With Superdry, on products like plimsols and flipflops – easy grab items – we do absolutely fantastic business. With the new sports shoes, the quality is a good as the market leaders, because we’ve spent two years working on it and researching the best factories who can achieve class leading quality at accessible pricing. It’s the first time sports trainers have been a major part of our collection. There are 56 styles across men’s and women’s, evenly split across both.
TB: Who is Superdry Sport targeted at consumer-wise?
JH: As the mainline collection has grown up, I think we may have lost a little bit of the youth market. But this will definitely hit that 18-25 year-old market big time, especially with the photography and marketing, and with the slightly more modern cuts that we are doing. On the other hand, with the slightly older age group, we know they are more serious about a product’s technical capabilities, so there’s plenty for them here too.

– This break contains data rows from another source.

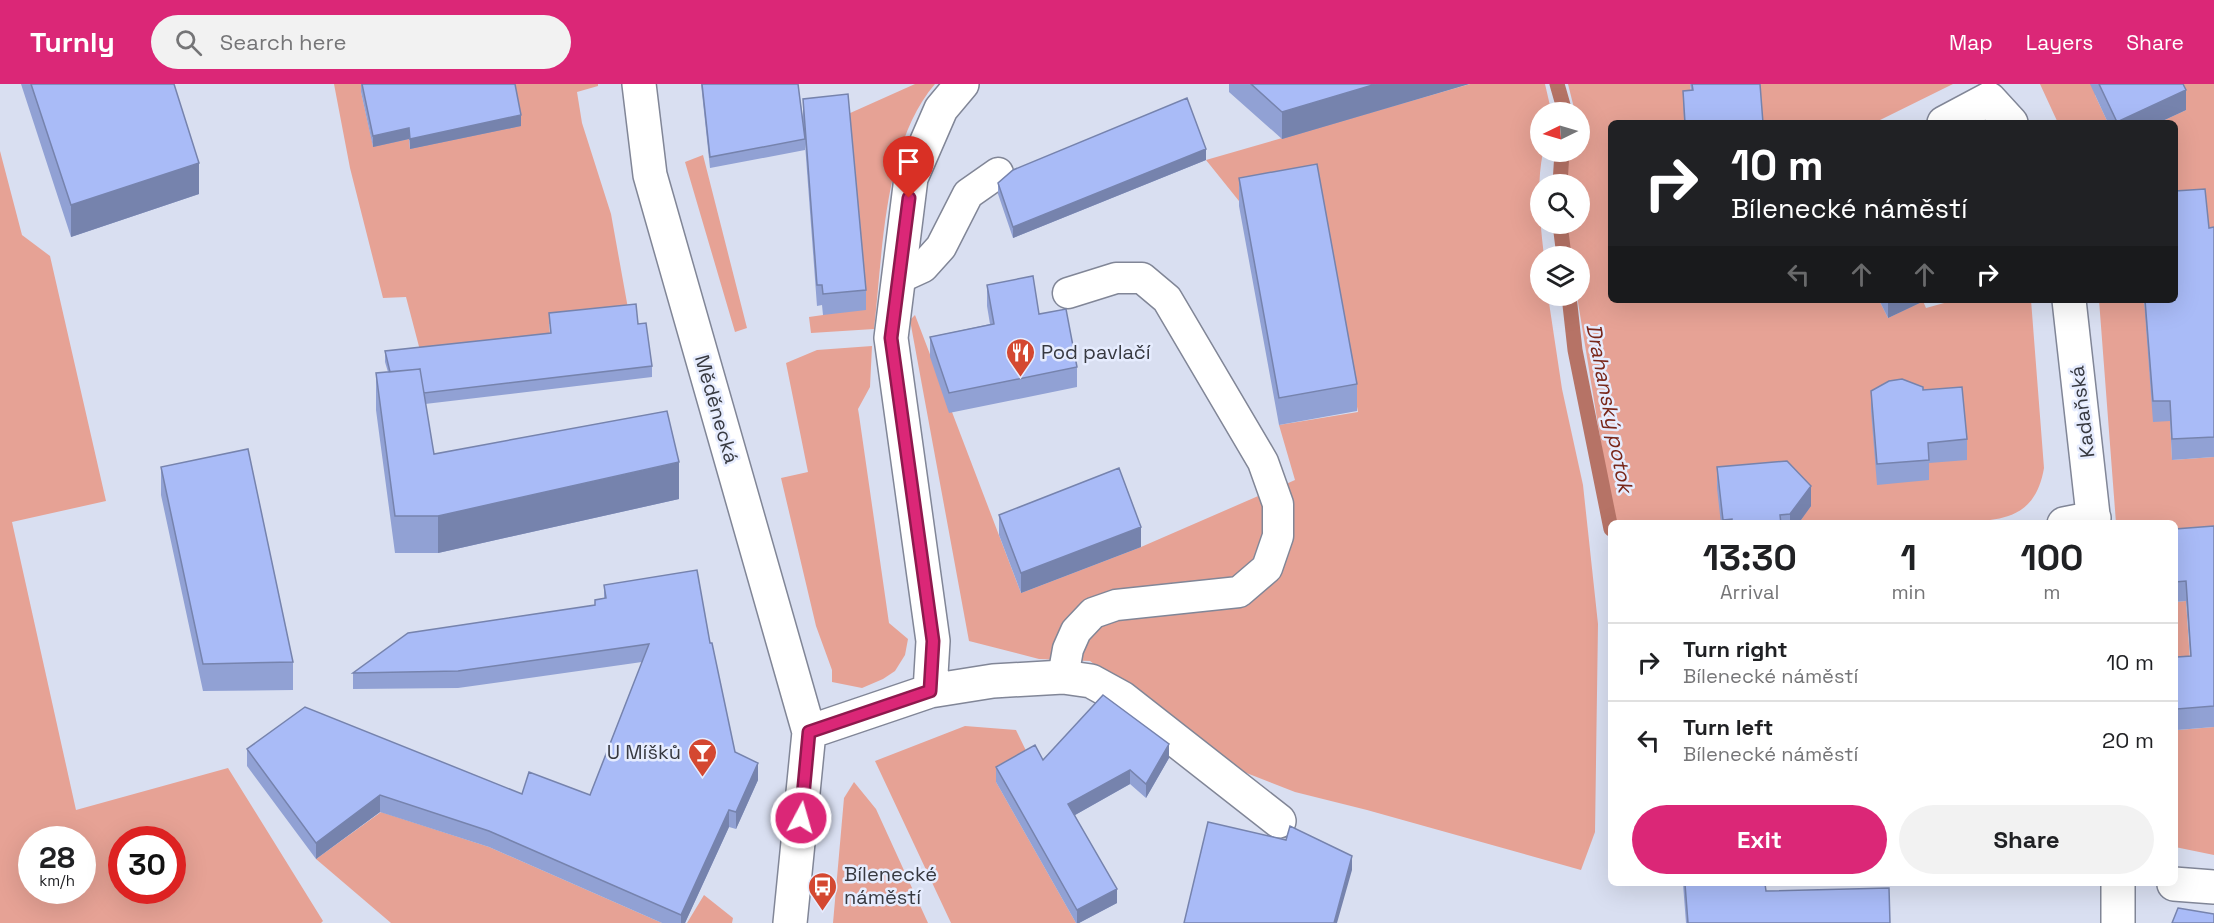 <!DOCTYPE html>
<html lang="en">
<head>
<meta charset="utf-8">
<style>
	:root { --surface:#fff; --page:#f2f2f2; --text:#202124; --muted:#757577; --line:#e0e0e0; --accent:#db2777 }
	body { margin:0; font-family:"Space Grotesk",sans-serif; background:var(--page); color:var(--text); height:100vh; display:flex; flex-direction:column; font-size:22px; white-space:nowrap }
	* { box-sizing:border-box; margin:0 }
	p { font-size:20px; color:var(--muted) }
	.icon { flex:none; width:33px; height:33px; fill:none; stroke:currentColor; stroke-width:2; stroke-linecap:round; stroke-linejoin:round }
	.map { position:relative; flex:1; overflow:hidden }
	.sheet { position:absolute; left:1608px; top:436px; width:570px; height:366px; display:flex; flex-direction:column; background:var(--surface); border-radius:9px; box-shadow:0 6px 24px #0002 }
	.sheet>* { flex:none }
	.hud { position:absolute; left:1608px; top:36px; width:570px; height:183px; border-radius:9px; box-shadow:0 6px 24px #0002; background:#202124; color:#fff; overflow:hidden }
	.needle { width:39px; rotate:265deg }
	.buttons { position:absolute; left:1530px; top:18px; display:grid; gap:12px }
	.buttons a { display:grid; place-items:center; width:60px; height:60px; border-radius:50%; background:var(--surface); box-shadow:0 6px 24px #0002; font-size:30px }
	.speed { position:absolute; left:18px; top:742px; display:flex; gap:12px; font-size:30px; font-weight:700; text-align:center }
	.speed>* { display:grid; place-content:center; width:78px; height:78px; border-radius:50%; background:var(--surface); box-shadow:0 6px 24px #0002; line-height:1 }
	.speed small { font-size:15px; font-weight:400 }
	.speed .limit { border:9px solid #d22; background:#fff; color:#111 }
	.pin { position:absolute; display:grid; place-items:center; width:51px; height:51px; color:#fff; margin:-62px -26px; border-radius:50% 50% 50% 0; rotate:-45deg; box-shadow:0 0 6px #0007 }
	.pin .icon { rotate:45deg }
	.me { position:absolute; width:66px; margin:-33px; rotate:6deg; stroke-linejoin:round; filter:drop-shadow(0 0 4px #0008) }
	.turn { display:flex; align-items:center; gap:21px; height:126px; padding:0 24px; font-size:27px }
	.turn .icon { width:78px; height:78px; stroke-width:2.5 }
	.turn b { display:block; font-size:42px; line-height:51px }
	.lanes { display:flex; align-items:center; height:57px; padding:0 24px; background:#0003; justify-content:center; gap:30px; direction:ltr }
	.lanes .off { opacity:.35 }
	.eta { display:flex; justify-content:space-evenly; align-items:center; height:102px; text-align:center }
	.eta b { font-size:36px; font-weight:600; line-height:42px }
	.action { display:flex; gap:12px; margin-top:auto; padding:12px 24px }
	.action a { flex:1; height:69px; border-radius:36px; background:var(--accent); color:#fff; font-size:24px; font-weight:600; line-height:69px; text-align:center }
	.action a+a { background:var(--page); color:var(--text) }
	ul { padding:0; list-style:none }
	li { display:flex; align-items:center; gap:18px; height:78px; padding:0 24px; border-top:2px solid var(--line) }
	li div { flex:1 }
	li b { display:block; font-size:22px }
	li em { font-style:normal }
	header { display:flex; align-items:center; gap:36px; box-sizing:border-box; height:84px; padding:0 30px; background:var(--accent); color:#fff }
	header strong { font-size:28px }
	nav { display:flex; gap:33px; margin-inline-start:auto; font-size:21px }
	.search { width:420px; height:54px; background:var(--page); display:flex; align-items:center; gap:15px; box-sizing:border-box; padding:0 21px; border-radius:33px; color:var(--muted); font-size:22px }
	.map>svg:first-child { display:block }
	.green { fill:#e6a295; fill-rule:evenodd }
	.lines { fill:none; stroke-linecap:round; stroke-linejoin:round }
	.stream { stroke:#b67366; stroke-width:15 }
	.service-casing { stroke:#818697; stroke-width:33 }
	.minor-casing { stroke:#818697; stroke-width:36 }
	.service { stroke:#fff; stroke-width:30 }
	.minor { stroke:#fff; stroke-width:33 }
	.wall { fill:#91a1d4 }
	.shaded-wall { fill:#7683ad }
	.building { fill:#a9bbf7; stroke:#7683ad; stroke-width:1.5 }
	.route-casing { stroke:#8e194d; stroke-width:15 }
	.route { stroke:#db2777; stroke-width:10 }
	.labels { text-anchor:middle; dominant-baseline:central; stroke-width:5; stroke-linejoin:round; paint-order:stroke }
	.poi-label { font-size:20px; fill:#373940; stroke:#e6ecfe; text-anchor:start }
	.street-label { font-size:20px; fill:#373940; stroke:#e6ecfe }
	.water-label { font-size:21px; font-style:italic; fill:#792619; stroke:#e6ecfe }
</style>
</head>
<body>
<header>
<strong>Turnly</strong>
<div class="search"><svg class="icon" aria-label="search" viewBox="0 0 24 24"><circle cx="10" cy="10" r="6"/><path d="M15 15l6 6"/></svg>Search here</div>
<nav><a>Map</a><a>Layers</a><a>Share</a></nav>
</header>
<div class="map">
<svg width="2214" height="839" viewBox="0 0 2214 839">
	<rect width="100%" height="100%" fill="#d9dff1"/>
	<path class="green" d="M334,0H397L361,8L373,62L409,55L410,65L512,0H598V2L577,8L582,39L611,130L629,230L549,240L551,260L422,274L406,213L383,214L350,84Z
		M915,0H935C883,61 883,168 874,245L811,249L809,233L823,231L848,30Z
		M1470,0H1545L1551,26L1540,28V68H1543C1536,103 1540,137 1544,172H1540V212H1548L1562,305L1583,401L1598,540L1595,748L1581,786L1367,726L1295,708L1226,681L1090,577L1039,575L969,557L910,236L915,231L1021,509L1141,463L1295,396L1279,341L1358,328L1317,108L1243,122L1206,76Z
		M1568,0H1690L1693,26L1684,39H1611V216H1879L1888,234L1923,217L1926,224L1955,216H2031L2044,384C2034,441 1995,435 1947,440L1614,439L1577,212H1580V172H1571L1566,140H1580V100H1564L1567,68H1580V28H1575Z
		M1752,0H1953L1874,39H1761Z
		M2040,0H2111L2112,3L2095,11L2108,39H2058Z
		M2174,0H2214V164L2175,127V39H2158L2186,26Z
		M0,67L22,151L50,172L106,417L12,438L76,726L228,684L323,837L321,839H0ZM32,756H82V807H32ZM122,756H172V807H122Z
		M703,71L747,244L735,248L685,78Z
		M2099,216H2143L2170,337L2172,376L2214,373V463L2175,466V440L2116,439Z
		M872,262L870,303L858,325L859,331L889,539L908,555L905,571L895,587L883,595L862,604L832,598V586L816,542L781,394L808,388L786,279L817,266Z
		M2186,517L2191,592L2175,593V518Z
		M2176,624L2178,646L2214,643V771L2175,763Z
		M965,642L1016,646L1031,677L996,698L1076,839H951L875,677Z
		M854,698L876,725L928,839H833L844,714Z
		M381,728L489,763L662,839H391L316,775Z
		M704,811L733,834L732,839H687Z"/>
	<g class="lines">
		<path class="stream" d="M1557,0L1565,28
			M1560,100L1562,68
			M1560,140L1564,172
			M1569,212L1575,266L1611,445"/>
		<defs>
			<path id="service" d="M899,194L923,183L941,163L968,110L998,89
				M1063,593L1068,565L1076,547L1093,529L1116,521L1239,508L1267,484L1278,452V420L1263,378L1167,215L1142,194H1116L1068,209"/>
			<path id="minor" d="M639,0L650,91L809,648L790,839
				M1944,39L1989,15L2011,39
				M2069,216L2094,440
				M2064,440L2094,434
				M930,607L933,557L891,254L911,94L941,25L962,0
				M809,648L930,607L993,597L1063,593L1091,597L1122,614L1279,737
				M2118,800V839
				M2174,800L2214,803"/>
		</defs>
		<use href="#service" class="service-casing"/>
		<use href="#minor" class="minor-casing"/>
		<use href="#service" class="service"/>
		<use href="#minor" class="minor"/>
	</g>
	<path class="wall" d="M21,0H174L199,110L71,153Z
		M361,0H362L521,42L410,65L409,55L373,63L361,8Z
		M701,0H798L803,36V15L866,206V226L823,231L822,221L817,222L805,60V66L710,84Z
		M1229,0H1469L1282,55L1229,8Z
		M1690,0H1754L1763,39H1684L1683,7L1691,6Z
		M2090,0H2183L2186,26L2158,39H2108Z
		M1206,76L1013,154L998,110V99Z
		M1239,94L1357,300V327L1279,341L1239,122Z
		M2214,143V373L2172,376L2170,337L2153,338L2144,216H2175L2209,144Z
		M987,201L1039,230L1077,283V303L949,329L930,273V253L990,240L987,222Z
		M1879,216H1926L1888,234Z
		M549,229L638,240L652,282V293L425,320L434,370L679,415L438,469H395L376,326V289L388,288L385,278V267L550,249Z
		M1923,306L1967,355V376L1929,379V396L1877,401L1871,327V307Z
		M161,383L293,578V606L203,607L161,411Z
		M1717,383L1811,422L1798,440H1721L1717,404Z
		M999,431L1141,463L1021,509L999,451Z
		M2214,442V643L2177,646L2175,626V576L2190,572L2186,517L2175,518V445Z
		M604,501L710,559L735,668L758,696L736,745L729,743L685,839H662L489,763L380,728L316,775L247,682V665L522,710L590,711L642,578L458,604L353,605V589L595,521V516L604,514Z
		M1169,674L1146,714L1130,700L1075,731L1117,819L1079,839H1076L996,698V683L1043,676Z
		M1683,800H1765L1766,807L1890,839H1686Z"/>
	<path class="shaded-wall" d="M1376,0H1469L1282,55V28Z
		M2186,6V26L2158,39H2117V38Z
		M521,31V42L410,65V55Z
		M409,44V55L373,63V52Z
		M1206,65V76L1013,154V143Z
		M199,79V110L71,153V121Z
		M1888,216H1926L1888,234Z
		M679,378V415L438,469V432Z
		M1811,402V422L1798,440H1790V430Z
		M1141,443V463L1021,509V489Z
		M1169,660V674L1146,714V700Z
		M758,679V696L736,745V728Z
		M1130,686V700L1068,735V720Z
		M380,711V728L316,775V759Z
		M729,726V743L685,839H681V831Z
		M1352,772V786L1337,839H1334Z
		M1117,805V819L1079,839H1077V826Z"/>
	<path class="building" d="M31,0H174L199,79L71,121Z
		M362,0H515L521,31L410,55L409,44L373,52Z
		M702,0H798L805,55L710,73Z
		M1251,0H1376L1282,28Z
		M1692,0H1760L1763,39H1685L1683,7L1693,6Z
		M2099,0H2183L2186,6L2117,38Z
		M848,10L866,206L823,210L822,201H817L803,15Z
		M1187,14L1206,65L1013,143L998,99L1013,86Z
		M1317,80L1357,300L1279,314L1239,94Z
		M2205,105L2209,144L2214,143V353L2172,355L2170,317H2153L2145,216H2175V107Z
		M1033,192L1039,230L1066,225L1077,283L949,309L930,253L994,240L987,201Z
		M636,220L638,240L646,239L652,282L424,309L420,285L390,288L385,267L551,249L549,229Z
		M420,285L434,370L667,327L679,378L438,432H395L376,289Z
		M1902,295L1923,303V306L1962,303L1967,355L1928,359L1929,376L1877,380L1871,307L1889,297Z
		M248,365L293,578L203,580L161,383Z
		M1787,377L1811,402L1790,430L1780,431L1781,440H1732V435L1723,436L1717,383Z
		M1119,384L1141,443L1021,489L999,431Z
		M2214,442V622L2177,625L2175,605V576L2177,573L2191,572L2186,497L2175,498V445Z
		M697,486L710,559H712L735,668L758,679L736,728L729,726L681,831L489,747L380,711L316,759L247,665L305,623L522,710L529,688L590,711L649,560L458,587L353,589L408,549L595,521V516L606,514L604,501Z
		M1103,611L1169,660L1146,700L1130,686L1068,720L1117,805L1077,826L996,683L1035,661L1043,676Z
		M1208,738L1286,756L1290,742L1352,772L1334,839H1184Z
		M1685,800H1765L1766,807L1889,804L1890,839H1688Z
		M2178,824L2214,830V839H2172Z"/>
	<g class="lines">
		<defs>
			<path id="route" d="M801,734L809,648L930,607L933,557L891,254L909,114"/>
		</defs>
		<use href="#route" class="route-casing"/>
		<use href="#route" class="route"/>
	</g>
	<defs>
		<symbol id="restaurant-pin" viewBox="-11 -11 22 30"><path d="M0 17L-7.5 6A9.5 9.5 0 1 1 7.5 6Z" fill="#d44831" stroke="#e6ecfe"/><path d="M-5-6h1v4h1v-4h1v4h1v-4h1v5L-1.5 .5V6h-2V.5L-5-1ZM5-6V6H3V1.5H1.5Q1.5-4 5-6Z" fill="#fff"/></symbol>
		<symbol id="bar-pin" viewBox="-11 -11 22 30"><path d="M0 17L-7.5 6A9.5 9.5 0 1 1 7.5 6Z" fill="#d44831" stroke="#e6ecfe"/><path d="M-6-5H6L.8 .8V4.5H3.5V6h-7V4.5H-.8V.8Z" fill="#fff"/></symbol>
		<symbol id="bus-pin" viewBox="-11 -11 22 30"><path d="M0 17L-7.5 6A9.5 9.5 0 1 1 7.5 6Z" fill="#d44831" stroke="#e6ecfe"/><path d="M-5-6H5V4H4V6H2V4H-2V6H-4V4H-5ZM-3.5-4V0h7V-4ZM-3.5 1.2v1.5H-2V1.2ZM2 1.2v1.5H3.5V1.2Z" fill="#fff"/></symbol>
	</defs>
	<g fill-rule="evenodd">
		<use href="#restaurant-pin" x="1004" y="252" width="33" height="45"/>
		<use href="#bar-pin" x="686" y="652" width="33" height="45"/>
		<use href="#bus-pin" x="806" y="786" width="33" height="45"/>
	</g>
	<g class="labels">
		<g class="poi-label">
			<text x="1041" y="268">Pod pavlačí</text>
			<text x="681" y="668" text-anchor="end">U Míšků</text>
			<text x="844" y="790">Bílenecké<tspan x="844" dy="23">náměstí</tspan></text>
		</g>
		<g class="street-label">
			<text transform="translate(717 325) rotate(74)">Měděnecká</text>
			<text transform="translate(2082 328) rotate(-97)">Kadaňská</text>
		</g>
		<g class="water-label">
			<text transform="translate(1610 324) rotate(79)">Drahanský potok</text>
		</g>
	</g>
</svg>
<div class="buttons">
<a><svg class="needle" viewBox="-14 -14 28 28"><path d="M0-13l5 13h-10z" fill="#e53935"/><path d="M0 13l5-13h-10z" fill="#757577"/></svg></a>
<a><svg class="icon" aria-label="search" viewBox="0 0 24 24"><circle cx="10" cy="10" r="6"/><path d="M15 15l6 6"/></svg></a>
<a><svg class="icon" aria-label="layers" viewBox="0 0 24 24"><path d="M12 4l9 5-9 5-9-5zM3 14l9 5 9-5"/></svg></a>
</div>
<div class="speed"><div>28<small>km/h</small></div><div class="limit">30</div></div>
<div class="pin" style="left:909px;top:114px;background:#d93025"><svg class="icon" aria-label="arrive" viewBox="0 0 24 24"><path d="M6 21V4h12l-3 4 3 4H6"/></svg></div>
<svg class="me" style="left:801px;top:734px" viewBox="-20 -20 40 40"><circle r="17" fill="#db2777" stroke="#fff" stroke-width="3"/><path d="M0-11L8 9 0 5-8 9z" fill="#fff"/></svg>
<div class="hud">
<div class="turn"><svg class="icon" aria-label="right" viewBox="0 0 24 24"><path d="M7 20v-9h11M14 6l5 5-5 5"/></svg><div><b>10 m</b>Bílenecké náměstí</div></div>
<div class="lanes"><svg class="icon off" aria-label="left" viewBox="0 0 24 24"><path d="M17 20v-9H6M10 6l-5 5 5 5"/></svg><svg class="icon off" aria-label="ahead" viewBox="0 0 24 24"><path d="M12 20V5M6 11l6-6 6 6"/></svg><svg class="icon off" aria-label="ahead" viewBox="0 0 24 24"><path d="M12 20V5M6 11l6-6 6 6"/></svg><svg class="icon" aria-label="right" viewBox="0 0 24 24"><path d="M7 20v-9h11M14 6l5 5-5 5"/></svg></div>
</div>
<section class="sheet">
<div class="eta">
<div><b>13:30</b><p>Arrival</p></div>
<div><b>1</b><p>min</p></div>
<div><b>100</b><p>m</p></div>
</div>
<ul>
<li><svg class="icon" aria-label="right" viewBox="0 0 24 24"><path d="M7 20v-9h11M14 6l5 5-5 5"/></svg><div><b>Turn right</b><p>Bílenecké náměstí</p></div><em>10 m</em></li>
<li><svg class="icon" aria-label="left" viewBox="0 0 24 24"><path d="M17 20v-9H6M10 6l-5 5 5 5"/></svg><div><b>Turn left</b><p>Bílenecké náměstí</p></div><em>20 m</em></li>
</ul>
<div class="action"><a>Exit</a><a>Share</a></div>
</section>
</div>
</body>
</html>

They were already buying in to Superdry in the athleisure market, but this is upping the game substantially.
TB: What’s the appeal of the more technical side?
JH: There’s a sub-brand within Superdry Sport collection, called Carbon, which is unbelievable. It’s £95 for a jacket which, for Superdry, seems quite a lot, but the competition for such a technical piece would be more like £250. So, we’re still taking that Superdry mentality of offering the best product on the planet – pound for pound by far. Everyone is getting fitter, and we’re now supplying the right kit for them. We’re very excited about it. We really saw a gap in the market, and now we’re out to get some of that market share.
I’m ferociously passionate about sport but, of course, primarily Julian and I are rag traders who can instinctively sense an opportunity. If you’re an entrepreneur, and you see a big gap in the market, you attack it.